Section 19 — Online Presence and Web-Based Solutions

(1) In the event of the Client's payment default, web-based presentations, websites, and web applications may be taken offline or suspended by the Agency following prior written notice. Any costs incurred by the Agency in connection with this process will be communicated to the Client and are borne by the Client.

(2) Domain registration and ongoing content or technology maintenance are only included in the scope of services where expressly agreed in a separate written agreement.

Section 20 — Confidentiality and Data Protection

(1) Both parties agree to keep all confidential information of the other party strictly confidential beyond the term of the contract and to protect it from access by third parties.
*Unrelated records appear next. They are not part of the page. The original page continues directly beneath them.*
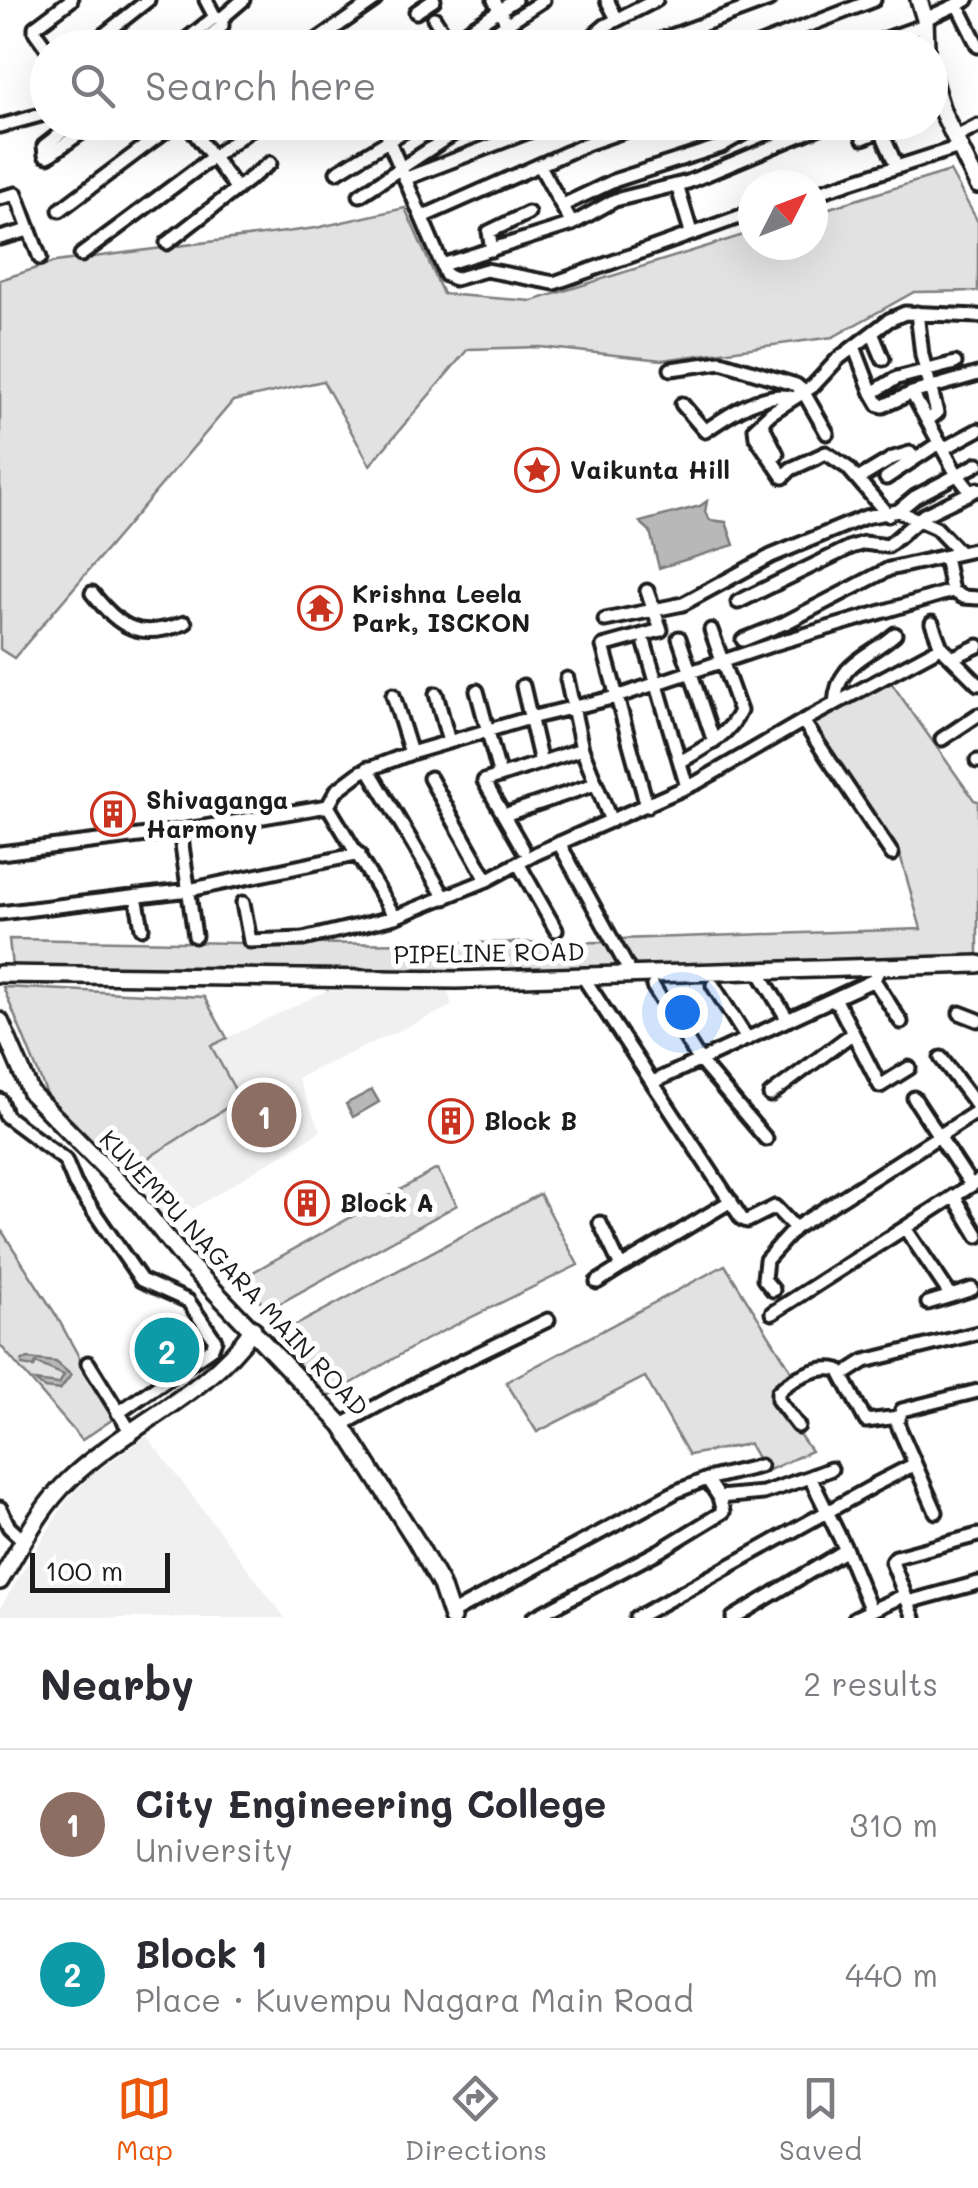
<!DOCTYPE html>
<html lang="en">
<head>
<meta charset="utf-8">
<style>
	:root { --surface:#fff; --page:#f7f7f7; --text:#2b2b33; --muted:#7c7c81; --line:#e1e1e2; --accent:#ea580c }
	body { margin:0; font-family:Mali,sans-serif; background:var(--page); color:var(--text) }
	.compass { position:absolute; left:738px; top:170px; width:90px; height:90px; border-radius:50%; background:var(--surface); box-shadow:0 10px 40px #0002; rotate:48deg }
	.scale { position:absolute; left:30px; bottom:25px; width:140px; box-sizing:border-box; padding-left:10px; border:5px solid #1c1c1c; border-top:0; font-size:28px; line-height:35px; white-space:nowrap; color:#1c1c1c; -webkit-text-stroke:8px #fff; paint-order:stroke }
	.you { position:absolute; left:682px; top:1012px; width:35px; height:35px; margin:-25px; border:8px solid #fff; border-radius:50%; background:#1a73e8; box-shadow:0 0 0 15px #1a73e833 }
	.badge { display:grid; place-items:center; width:65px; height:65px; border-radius:50%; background:var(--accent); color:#fff; font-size:32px; font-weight:700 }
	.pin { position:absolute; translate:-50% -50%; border:5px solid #fff; box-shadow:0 2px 10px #0006 }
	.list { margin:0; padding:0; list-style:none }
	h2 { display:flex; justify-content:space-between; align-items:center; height:130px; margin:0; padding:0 40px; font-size:42px }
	h2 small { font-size:32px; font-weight:400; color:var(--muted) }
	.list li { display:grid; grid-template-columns:65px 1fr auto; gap:30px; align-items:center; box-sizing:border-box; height:150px; padding:0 40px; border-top:2px solid var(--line) }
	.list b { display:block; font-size:38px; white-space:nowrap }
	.list p { margin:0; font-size:32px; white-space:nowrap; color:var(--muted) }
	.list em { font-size:32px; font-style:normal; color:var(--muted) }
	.icon { flex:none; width:55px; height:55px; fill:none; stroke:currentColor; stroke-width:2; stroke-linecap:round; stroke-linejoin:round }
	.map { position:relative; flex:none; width:978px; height:1618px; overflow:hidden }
	.search { position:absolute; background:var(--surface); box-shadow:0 10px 40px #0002; left:30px; right:30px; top:30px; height:110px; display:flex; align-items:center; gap:25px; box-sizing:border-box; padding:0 35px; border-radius:55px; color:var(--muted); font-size:38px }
	.sheet { height:430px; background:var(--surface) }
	nav { display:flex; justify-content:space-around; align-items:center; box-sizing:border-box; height:140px; border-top:2px solid var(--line); background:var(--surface); font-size:28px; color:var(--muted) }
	nav a { display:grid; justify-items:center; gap:5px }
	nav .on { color:var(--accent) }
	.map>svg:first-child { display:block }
</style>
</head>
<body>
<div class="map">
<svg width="978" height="1618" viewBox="0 0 978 1618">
	<rect width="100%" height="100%" fill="#fff"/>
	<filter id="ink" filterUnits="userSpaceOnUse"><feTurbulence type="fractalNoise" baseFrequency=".01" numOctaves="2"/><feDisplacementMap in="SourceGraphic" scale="20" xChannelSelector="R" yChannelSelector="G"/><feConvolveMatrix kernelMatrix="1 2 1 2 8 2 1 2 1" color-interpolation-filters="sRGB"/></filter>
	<g filter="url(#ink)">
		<path fill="#f0f0f0" d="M447,987l5,19 -155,72 24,53 -155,94 -41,-52 114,-74 -29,-53 116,-55z
			M147,1436l138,182h-285v-10l66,-107 24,-25z"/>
		<path fill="#e2e2e2" stroke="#7f7f7f" stroke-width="2.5" d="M950,171l28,51v69l-64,1 -81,45 -171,23 -122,-13 -72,2 -98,116 -47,-84 -90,20 -219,257 -14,-9v-369l55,-18 261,-34 89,-20 38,86 89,7 221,-69v13h60v-32z
			M890,681l84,119 4,1v161l-344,5 -14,-28 301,-10 -22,-78 -86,-128z
			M9,939l281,5 317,-2 14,26 -182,5 -427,-6z
			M3,987l201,10 23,41 -16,8 29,53 -115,74 -77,-76z
			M437,1169l20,36 -191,106 -20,-35z
			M540,1194l38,71 -153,75 -98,58 -51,-62z
			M0,1228l56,87 57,104 -31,21 -82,-95z
			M725,1265l74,118 -26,14 38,54 -46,21 -16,-28 -60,11 -44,-78 -108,55 -31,-50z"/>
		<path fill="#b8b8b8" stroke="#7a7a7a" stroke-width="2.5" d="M707,501l-2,11 5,8 16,2 8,23 -75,23 -9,-37 -10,-9 60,-16z
			M372,1090l7,12 -26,15 -7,-13z
			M28,1359l28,3 15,13 -11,15 -16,-2 -9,-7 24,3 5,-9 -28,-12 -2,4 -12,-2v-4z"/>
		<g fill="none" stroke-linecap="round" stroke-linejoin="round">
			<g stroke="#1c1c1c" stroke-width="19">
				<path id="street" d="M206,0l9,17
					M494,0l26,48
					M607,0l10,19
					M957,4l21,42
					M416,12l18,-12
					M434,18l19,30
					M925,19l42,-19
					M87,48l61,-48
					M176,48l39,-31 7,1 21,-18
					M195,48l27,-22v-8
					M306,48l69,-48
					M441,48l74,-48
					M470,48l73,-48
					M579,48l26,-22 51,-26
					M639,48l130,-48
					M750,48l124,-48
					M861,48l64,-23
					M48,50l-13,-18v-5l36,-27
					M75,122l-31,24 1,9 3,1 48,-34
					M186,122l51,67
					M384,122l5,19 53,124 130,-41 43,-24 73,-18 144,-60
					M346,125l7,-3
					M0,126l48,-13
					M881,131l16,36
					M863,138l34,-14
					M954,138l24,-12
					M540,166l32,58
					M337,172l82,-50
					M407,178l146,-56
					M677,185l14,47
					M813,194l146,-47
					M360,195l111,-73
					M0,198l16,-4 24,64
					M563,205l53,-25 105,-34 42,-24
					M60,210l117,-88
					M422,217l167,-74 61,-21
					M0,238l29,-8
					M167,243l103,-80
					M492,250l-3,-18 39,-19
					M81,255l179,-133
					M442,265l4,10 9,4 31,-9 68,13 199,-71
					M917,313l5,42 15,58 -9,7
					M873,335l10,24
					M855,349l17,44 25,-15 58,-15
					M671,369l50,-7 75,23 7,6 24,42
					M872,393l7,12 4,1 29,-13 44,80 14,18
					M912,393l66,-19
					M682,404l23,27c22,-15 62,-43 88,-33
					M761,422l16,32
					M943,449l35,-19
					M886,478l53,-35
					M858,479l35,-21 17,-5 4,6
					M898,511l17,-14 63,-33
					M888,515l-40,-47 -22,-15 -35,16 -8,8 -27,-40 -1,-9 16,-15 42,-27 25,-27 51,-39 16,-7 73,3
					M647,591l14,39 -58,16 44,160
					M952,591l11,6 15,1
					M92,593c29,36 47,47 93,30
					M738,602l113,-55 13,-4 24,3 36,-31 54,-26
					M605,620l78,-16 88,-48 94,-39 33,-6 38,17 23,24
					M932,623l9,24 37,37
					M679,638l35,104
					M743,640l42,-17 104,-54 89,-20
					M645,644l42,143
					M954,657l24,-11
					M567,679l15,70 29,72
					M523,686l18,77
					M477,691l23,85
					M436,694l13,48
					M393,695l18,58
					M835,704c2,-42 33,-46 60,-70
					M803,721l89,133
					M942,739l36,-24
					M977,761h1
					M680,762c22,-13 49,-26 60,-51l-29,-81
					M368,768l77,130
					M430,778l57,102
					M328,806l67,111
					M504,815l91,-31
					M180,831l15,105
					M559,843l73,133
					M523,849l-39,-68 98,-32
					M0,853l180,-22 148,-25 9,-16 24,-18 50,-19 119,-35 86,-21 158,-53 178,-53 -7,-34
					M518,863l38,67
					M136,896l6,32
					M243,903l7,38 53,-2 92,-22 92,-37 50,-27 161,-71 105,-61 138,-74
					M0,913l189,-23 170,-36
					M759,972l29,48
					M583,977l159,242 5,2 28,-14 20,21
					M874,980l27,42
					M713,985l34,54
					M653,986l47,75 66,78
					M835,998l45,88 29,-18
					M960,1013l18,7
					M941,1058l37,49
					M653,1082l221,-102 5,-11
					M770,1095l83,-62
					M914,1098l57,87
					M0,1100l6,16 59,44 10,24 66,96 47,21 27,39 -3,8 -94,65
					M954,1196l24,40
					M905,1228l46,68 21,-7
					M621,1267l110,-66
					M597,1282l24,-15 -21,-44
					M773,1290l-9,-11 2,-19 29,-32 183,-117
					M928,1303l23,-7
					M772,1313l206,-132
					M88,1363l44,71
					M843,1375l22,-14 113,-28
					M342,1425l84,-46 122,-59
					M798,1426l-20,-26v-8c15,-15 41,-27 61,-22l27,51 33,-4
					M831,1469l-21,8 36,73 25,61
					M707,1479l53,-13
					M874,1485l39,-20
					M719,1497l44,-4 47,-16
					M0,1508l9,19 15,14
					M936,1512l-39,-89 5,-13 76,-19
					M908,1602l70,-19
					M452,1613l225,-122 30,-12 12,18 4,15 -64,39 -126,67
					M636,1618l234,-130
					M733,1618l113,-68
					M855,1618l50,-23
					M914,1618l-22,-56 4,-5 82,-22"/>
			</g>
			<g stroke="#1c1c1c" stroke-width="22">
				<path id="secondary" d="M919,0l6,19 1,29
					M930,72l12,39 36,74
					M0,974l456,6 522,-16
					M0,1021l31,72 106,108 46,57 159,167 73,114 26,46 11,33
					M0,1581c21,-35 40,-74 70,-102 58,-55 136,-83 183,-150"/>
			</g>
			<use href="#street" stroke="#fff" stroke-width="11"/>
			<use href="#secondary" stroke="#fff" stroke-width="15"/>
		</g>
	</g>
	<defs>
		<g id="sight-ring" transform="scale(2.25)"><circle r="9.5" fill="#fff" stroke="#c8321e" stroke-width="1.5"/><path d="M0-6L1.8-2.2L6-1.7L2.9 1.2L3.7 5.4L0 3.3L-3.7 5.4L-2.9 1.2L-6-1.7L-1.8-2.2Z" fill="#c8321e"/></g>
		<g id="temple-ring" transform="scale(2.25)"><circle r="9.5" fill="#fff" stroke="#c8321e" stroke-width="1.5"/><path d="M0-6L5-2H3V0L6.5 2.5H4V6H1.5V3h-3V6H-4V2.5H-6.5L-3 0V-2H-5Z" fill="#c8321e"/></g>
		<g id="building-ring" transform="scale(2.25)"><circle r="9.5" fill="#fff" stroke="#c8321e" stroke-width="1.5"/><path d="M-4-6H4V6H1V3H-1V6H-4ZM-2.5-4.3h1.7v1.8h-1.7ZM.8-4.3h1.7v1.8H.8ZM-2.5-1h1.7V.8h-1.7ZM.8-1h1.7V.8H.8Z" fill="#c8321e"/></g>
	</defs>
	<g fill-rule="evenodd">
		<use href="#sight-ring" x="537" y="470"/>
		<use href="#temple-ring" x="320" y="608"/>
		<use href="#building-ring" x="113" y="814"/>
		<use href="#building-ring" x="451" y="1121"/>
		<use href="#building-ring" x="307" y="1203"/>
	</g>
	<g text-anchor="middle" stroke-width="10" stroke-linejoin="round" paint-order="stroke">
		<g font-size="25" font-weight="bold" fill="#1c1c1c" stroke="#fff" text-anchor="start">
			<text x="570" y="479">Vaikunta Hill</text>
			<text x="352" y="603">Krishna Leela<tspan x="352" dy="29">Park, ISCKON</tspan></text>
			<text x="146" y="809">Shivaganga<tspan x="146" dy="29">Harmony</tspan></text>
			<text x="484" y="1130">Block B</text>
			<text x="340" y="1212">Block A</text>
		</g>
		<g font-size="25" fill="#1c1c1c" stroke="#fff">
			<text transform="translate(489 953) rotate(-1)" y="9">PIPELINE ROAD</text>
			<text transform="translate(234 1273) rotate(47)" y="9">KUVEMPU NAGARA MAIN ROAD</text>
		</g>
	</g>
</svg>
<svg class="compass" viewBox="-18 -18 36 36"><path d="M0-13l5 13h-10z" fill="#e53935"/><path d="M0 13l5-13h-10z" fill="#7c7c81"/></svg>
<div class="scale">100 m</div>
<div class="you"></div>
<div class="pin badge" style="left:264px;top:1115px;background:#8d6e63">1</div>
<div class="pin badge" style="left:167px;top:1350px;background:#0f9aa8">2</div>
<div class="search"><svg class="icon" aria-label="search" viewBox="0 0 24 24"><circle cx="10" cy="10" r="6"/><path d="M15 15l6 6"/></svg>Search here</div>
</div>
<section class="sheet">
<h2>Nearby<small>2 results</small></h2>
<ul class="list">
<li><span class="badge" style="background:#8d6e63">1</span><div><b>City Engineering College</b><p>University</p></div><em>310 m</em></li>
<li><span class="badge" style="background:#0f9aa8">2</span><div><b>Block 1</b><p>Place · Kuvempu Nagara Main Road</p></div><em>440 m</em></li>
</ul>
</section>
<nav>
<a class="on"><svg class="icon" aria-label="map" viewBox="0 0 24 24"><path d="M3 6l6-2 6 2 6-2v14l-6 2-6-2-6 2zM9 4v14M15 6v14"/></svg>Map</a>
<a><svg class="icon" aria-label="directions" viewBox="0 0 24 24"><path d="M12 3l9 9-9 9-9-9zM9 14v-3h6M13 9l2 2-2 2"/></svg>Directions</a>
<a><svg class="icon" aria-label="saved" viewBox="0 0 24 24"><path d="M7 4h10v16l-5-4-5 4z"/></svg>Saved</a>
</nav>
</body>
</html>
This obligation applies for a period of 3 years following contract termination.

(2) From the date of contract execution, the Agency is entitled to name the Client as a reference client and to use produced works for its own promotional materials, unless an express written confidentiality agreement provides otherwise.

(3) Where the Agency processes personal data on behalf of the Client in the course of service delivery, the parties will enter into a separate data processing agreement as required by applicable data protection law. No transfer of third-party personal data to the Agency shall occur without such an agreement in place.

(4) The Client is solely responsible for ensuring that a lawful basis exists for the transfer of any personal data to the Agency and that the rights of any data subjects are respected. The Client shall indemnify the Agency from all claims by third parties arising from any unlawful transfer of personal data by the Client.

(5) For data processing on the Agency's website, the Agency's Privacy Policy at lionmountainpictures.com/privacy-policy/ applies.

Section 21 — General Provisions and Governing Law

(1) These Terms and all agreements entered into under them are governed by and construed in accordance with the laws of the State of New York, USA, without regard to its conflict of law provisions and excluding the United Nations Convention on Contracts for the International Sale of Goods (CISG).

(2) The exclusive jurisdiction for all disputes arising out of or in connection with these Terms or any agreement concluded under them is the courts of New York County, New York, USA. The Agency additionally retains the right to bring proceedings against the Client in the courts of the Client's place of domicile or business.

(3) Communications and notices between the parties may be exchanged by email unless otherwise specified. Notices of termination, breach, or other legally significant communications from the Client require either a physically signed original or an executed qualified electronic signature to be effective.

(4) The Agency reserves the right to update these Terms. Existing clients will be notified of changes in writing or by email. Changes take effect unless the Client objects in writing within 90 days of receiving notice of the change. The notification will expressly draw attention to this consequence.

(5) If any provision of these Terms is found to be invalid or unenforceable, the remaining provisions shall continue in full force and effect. The invalid or unenforceable provision shall be replaced by a valid provision that most closely reflects the economic intent of the original.

(6) These Terms constitute the entire agreement between the parties with respect to their subject matter and supersede all prior representations, discussions, or understandings. No oral side agreements exist. Amendments and additions require written form. This requirement may not be waived orally.